To preclude data on (and interpretations of) animal behavior a priori simply because the data was not garnered in laboratories (which constitute in any case highly unnatural conditions for animals) or was not observed by “accredited scientists” is against the spirit of what science should be. To be sure, common sense is “theory-laden” with often problematic categories and interpretations, but so too is science. It is at least as hard to see how intelligent, educated scientists bought whole-hog into behaviorism for most of the twentieth century as it is to see how ordinary people can buy into astrology today. As twentieth-century philosopher Paul Feyerabend suggests, science should be democratic in its admission of data sources but stricter in the theories or explanations it graduates.
Mentalistic attribution to animals provides a very plausible theoretical structure for explaining and predicting animal behavior. Anthropomorphism, if tested against reasonable canons of evidence, is another plausible—and indeed inevitable—theoretical approach to assessing animal behavior.
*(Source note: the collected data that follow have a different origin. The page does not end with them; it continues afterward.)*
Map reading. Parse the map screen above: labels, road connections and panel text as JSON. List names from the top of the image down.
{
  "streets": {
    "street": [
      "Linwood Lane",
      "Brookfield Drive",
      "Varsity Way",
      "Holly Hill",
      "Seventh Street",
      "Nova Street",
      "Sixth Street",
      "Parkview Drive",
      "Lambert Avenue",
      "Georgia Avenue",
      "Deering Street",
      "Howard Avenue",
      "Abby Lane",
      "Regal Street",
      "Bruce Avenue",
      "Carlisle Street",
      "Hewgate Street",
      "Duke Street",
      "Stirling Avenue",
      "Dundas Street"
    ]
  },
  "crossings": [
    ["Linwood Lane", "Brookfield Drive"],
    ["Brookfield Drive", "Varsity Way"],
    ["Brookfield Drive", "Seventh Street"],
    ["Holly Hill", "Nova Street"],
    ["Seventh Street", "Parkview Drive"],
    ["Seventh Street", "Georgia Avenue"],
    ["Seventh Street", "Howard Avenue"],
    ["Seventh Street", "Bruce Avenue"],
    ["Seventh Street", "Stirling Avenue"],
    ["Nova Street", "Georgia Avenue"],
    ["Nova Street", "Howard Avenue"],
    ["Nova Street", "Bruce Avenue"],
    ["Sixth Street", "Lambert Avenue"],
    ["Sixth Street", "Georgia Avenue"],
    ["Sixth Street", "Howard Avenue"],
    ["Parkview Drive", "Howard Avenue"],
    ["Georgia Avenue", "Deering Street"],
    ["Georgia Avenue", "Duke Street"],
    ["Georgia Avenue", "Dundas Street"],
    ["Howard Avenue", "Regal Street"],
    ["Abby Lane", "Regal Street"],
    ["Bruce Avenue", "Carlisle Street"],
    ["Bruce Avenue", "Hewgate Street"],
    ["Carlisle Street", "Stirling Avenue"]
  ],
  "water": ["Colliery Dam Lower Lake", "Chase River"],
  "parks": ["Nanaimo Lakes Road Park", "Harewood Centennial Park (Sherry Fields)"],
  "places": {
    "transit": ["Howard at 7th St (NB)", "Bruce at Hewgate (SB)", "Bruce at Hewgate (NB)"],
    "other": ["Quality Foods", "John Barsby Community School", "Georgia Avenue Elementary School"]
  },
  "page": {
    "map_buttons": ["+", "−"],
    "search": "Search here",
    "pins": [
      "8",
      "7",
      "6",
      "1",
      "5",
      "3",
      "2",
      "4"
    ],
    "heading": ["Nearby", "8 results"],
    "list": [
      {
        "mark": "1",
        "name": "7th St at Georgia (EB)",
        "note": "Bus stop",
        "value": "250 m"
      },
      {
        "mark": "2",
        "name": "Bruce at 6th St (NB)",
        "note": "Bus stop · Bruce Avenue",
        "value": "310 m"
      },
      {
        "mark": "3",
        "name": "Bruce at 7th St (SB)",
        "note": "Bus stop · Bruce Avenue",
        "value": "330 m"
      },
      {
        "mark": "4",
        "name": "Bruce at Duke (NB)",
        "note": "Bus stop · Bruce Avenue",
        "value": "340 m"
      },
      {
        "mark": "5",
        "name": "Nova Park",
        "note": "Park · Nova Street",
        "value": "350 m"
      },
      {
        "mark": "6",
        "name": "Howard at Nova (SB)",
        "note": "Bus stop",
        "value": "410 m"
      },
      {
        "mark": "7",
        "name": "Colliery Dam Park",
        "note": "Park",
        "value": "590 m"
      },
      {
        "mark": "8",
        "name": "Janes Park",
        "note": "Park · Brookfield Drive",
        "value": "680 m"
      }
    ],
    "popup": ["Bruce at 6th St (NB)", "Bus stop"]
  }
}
And finally, since there are and always have been far more ordinary people out observing animals than there are scientists engaged in the same activity, it would be a pity to rule out anecdote, critically assessed, as a potentially valuable source of information and interpretation of animal behavior. In fact, ever-increasing social-ethical concern about animal treatment essentially requires information about what matters to animals as the raw material for formulating social policy. Since the common sense of science has morally castrated the language it uses to describe animal behavior, eschewing, for example, morally laden descriptions of animals as expressing pain in favor of “neutral” locutions like “vocalizing,” the gap must be filled by the language of ordinary common sense, replete as it is with morally relevant locutions about animal experience.
In sum, we may now affirm that, for ordinary common sense, emerging animal ethics dovetails with, and indeed follows from, our social-consensus ethic, by way of telos. We have also seen that judging telos, and what matters to animals, is not problematic to ordinary common sense and that one can mount strong arguments against the skepticism emerging from scientific ideology.